I’m big on re-visioning and always make the point in the classes I teach that revision isn’t just changing a word here or there or moving a paragraph. It’s re-visioning your story, seeing it from a different angle, reshaping it into something new.
I’d written a picture book years ago called Superhombre. It won the Lee & Low Honor Award in 2001 which came with a nice check but no promise of publication. I worked with a wonderful editor there over the next two years to see if we could get it to a place where she could offer a contract. Finally, after many revisions and rewrites, we agreed to disagree. We just had different visions for the story.
Over the years I’ve pulled it out, gotten feedback, rewritten it, then put it away. At one of our RMC-SCBWI summer retreats I had an author read it and provide feedback. She really liked it but felt there was much more story to tell. “It should be a novel,” she said. I had no interest in expanding it into a novel–I had lots of novel ideas I wanted to write–so it sat a little longer.

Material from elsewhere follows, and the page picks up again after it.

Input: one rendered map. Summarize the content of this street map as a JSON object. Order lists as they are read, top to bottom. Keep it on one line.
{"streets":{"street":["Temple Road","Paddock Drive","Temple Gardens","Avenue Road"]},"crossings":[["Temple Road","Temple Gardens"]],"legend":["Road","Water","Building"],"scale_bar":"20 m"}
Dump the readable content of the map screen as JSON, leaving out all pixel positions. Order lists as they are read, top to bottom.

Fast forward to 2012 (11 years later!). Editors are saying shorter is better, humor is good so I tackled Superhombre again–now with a girl main character and a different title. I tightened it, added more humor, and tried to decide what to do with it. I included it with four other picture book manuscripts that I sent to my new agent.

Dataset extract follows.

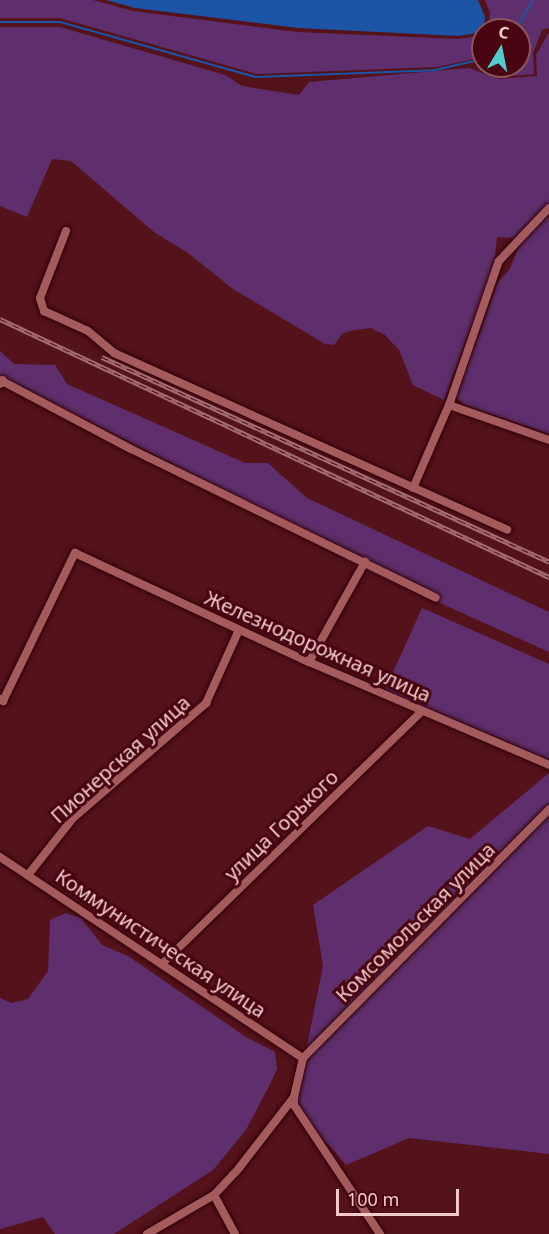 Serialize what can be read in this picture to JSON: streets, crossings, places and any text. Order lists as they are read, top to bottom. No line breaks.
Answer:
{"streets":{"street":["Железнодорожная улица","Пионерская улица","улица Горького","Комсомольская улица","Коммунистическая улица"]},"crossings":[["Железнодорожная улица","Пионерская улица"],["Железнодорожная улица","улица Горького"],["Пионерская улица","Коммунистическая улица"],["улица Горького","Коммунистическая улица"],["Комсомольская улица","Коммунистическая улица"]],"scale_bar":"100 m","north":"top"} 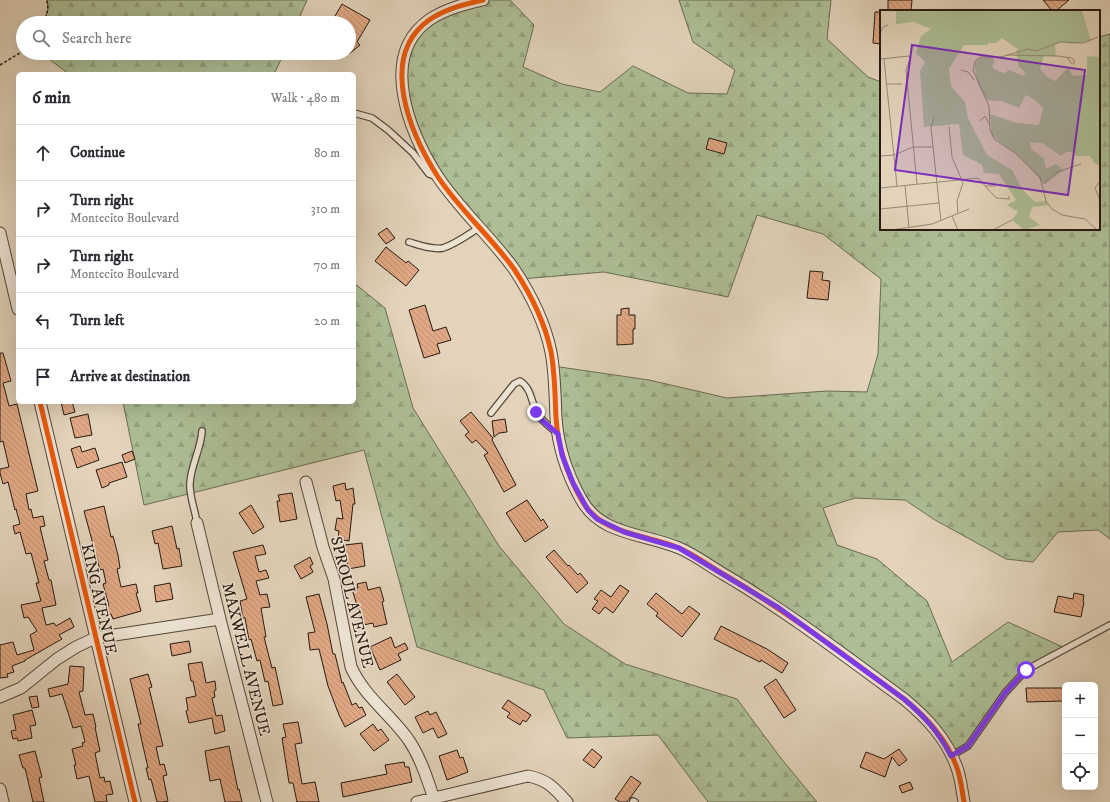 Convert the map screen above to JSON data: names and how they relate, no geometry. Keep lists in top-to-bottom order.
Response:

She really loved it and felt it worked as a picture book, but had I ever considered expanding it to a chapter book? She could see it as a series with this fun main character.
🙂
I’d actually considered a series–but as picture books. I’d even written a book that came before the current book. But now…a chapter book. What did I think? A chapter book was a lot different than novel–easier in some ways (shorter and more straightforward in plot), but harder in others (I needed to watch vocabulary and sentence structure a bit). But I was open to this idea, then excited by it as I started to imagine how it might work. I pulled out the other picture book manuscript, remembering how hard I’d struggled to get everything in that I wanted to in 800 words or less. Now I had several thousand words I could use!
After working on my novel yesterday, I began outlining the first book. I think I actually may have something.
I’m so grateful to my agent for suggesting it and grateful to myself for being a manuscript pack rat–I have every version of every story on my computer and can pull from different ones to develop a whole new book!
Do you have a story that might work better in another form? Even if it’s a form you’ve never considered, consider it. You just never know. I’ll keep you posted on what happens with this.
Thanks for the great tip; I have Little Lopsided Smile that will fit better as a chapter book than picture book.
You’ll need to report back on your progress! I will do the same. There’s a teeny part of me that’s wondering if I can keep the momentum after outlining the first 4-5 chapters (basically a line that says what happens in that chapter.) And of course, I’m reading a bunch of chapter books too and picking them apart!
You have further processed fermentation of the idea for my Little Lopsided Smile to become a chapter book rather than a picture book. ALso, thank you for encouraging the re-thinking. My teacher son has encouraged me to re-write LLSmile from another point of view, just to see?????? I am called jaq or q; for simplification, I will go by q.
Hey Jaq! I can see LLS in a different format – it will be fun to play with it, eh? I’m so happy my post sparked something for you! I find that once I get over my initial reluctance, my mind is free to actually approach the story in a new way and ideas just start flowing.
Denise, you sound like me. I have sooooo much trouble whittling a story down to a manageable picture book length. I had one story I had intended as a PB get away from me and end up about 1600 words. I knew that wouldn’t work, so I turned it into a short chapter book. I think the format works better that way. There are some manuscripts that just have to be picture books, but others say, “Hey, have ya ever thought about writing me as a chapter book?”
It’s so nice to know I’m not the only one! I was so determined that it should be a picture book that I wasn’t willing to consider alternatives. That’s so cool that you turned yours into a short chapter book and you’re right – I think I need to listen more carefully to what my stories are telling me :-).